[]
şu huyumu nasıl aşarım
annem ve babam fark etmiyor asla insanları idare edemiyorum. çıkarım öyle olsa dahi tamam deyip geçip işime geldiği gibi davranamıyorum çünkü çok hiddetleniyorum. düşünüp kendimi yiyorum.
birinin bana kötülüğü dokunuyorsa karşılığını almak zorunda. mesela ben sana gayet saygı çerçevesinde davranıyorum ama sen bana saygısızlık yapıyorsun, iletişimimi kesemeyeceğim birisin, hiç fark etmez. karşılığını görmezden gelinmek olarak, muhatap alınmamak olarak ya da duruma göre değişen şekillerde alacaksın.

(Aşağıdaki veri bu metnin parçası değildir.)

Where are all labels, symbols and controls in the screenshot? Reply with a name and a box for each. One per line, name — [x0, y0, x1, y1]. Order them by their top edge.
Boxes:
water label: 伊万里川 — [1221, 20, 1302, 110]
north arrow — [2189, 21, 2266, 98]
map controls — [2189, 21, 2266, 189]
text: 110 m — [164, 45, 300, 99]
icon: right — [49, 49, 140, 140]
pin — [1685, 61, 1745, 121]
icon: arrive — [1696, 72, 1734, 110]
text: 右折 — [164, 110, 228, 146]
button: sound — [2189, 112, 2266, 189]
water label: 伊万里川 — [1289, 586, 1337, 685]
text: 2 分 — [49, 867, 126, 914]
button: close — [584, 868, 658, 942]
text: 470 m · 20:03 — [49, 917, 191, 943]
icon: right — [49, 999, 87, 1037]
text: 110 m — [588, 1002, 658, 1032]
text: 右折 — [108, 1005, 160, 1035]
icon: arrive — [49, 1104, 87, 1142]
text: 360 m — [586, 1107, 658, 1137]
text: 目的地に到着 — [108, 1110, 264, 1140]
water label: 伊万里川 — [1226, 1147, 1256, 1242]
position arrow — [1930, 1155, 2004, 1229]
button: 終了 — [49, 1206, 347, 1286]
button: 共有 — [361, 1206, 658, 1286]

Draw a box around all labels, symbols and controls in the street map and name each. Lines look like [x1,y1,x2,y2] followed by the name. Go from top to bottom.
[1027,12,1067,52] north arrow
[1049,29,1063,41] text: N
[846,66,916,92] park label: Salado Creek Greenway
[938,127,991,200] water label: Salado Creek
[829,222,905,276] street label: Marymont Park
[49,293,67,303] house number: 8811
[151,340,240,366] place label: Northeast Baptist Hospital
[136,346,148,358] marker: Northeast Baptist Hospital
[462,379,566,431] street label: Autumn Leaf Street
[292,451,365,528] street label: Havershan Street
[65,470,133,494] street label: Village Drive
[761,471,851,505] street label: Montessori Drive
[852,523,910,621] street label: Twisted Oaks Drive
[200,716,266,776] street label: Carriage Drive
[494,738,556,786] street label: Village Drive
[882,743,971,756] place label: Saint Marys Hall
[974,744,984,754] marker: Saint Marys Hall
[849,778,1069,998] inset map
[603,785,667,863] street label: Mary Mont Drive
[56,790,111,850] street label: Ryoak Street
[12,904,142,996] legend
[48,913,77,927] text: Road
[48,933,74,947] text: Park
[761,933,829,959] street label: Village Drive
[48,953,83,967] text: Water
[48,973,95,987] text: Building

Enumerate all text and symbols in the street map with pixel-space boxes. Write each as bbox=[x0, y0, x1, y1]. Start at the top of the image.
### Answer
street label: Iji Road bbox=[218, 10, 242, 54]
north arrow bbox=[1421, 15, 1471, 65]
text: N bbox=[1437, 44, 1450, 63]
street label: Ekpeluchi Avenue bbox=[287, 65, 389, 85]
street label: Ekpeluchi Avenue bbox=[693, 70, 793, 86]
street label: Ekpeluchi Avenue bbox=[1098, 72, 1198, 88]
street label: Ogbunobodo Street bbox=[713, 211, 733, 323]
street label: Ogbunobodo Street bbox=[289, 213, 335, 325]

diyelim babamla bir süreliğine aynı evde yaşamak zorundayız birkaç ay. bazı hareketleri ve söylemleri var, değiştirmiyor. rahatsız ediyor. hayır abi düzeltecek. ben onunla savaşa giriyorum. bu adamdan adam olmaz bırak kendini yıpratma diyemiyorum.
iş hayatımda da zaman zaman böyleyim. o hareketin karşılığı verilecek. alttan alamıyorum, sinsi bir şekilde kenara yazıp son gülen iyi güler deyip gününün gelmesini bekleyemiyorum. ya da sineye çekip olabilir deyip geçemiyorum. o insan benim sınırıma girdi ve çıkması gerekiyor. onun huyu oymuş, karakteri buymuş gibi bir şeyi kabul edemiyorum. (kendim de kimsenin sınırına girmem.) sanırım ilişkilerde devamlı bir mütekabiliyet beklentisi içindeyim.
ama bu huyum bana zarar veriyor. ben bunu nasıl aşıcam? özellikle de iletişimde kalmak zorunda olduğum zorlu kişilerle?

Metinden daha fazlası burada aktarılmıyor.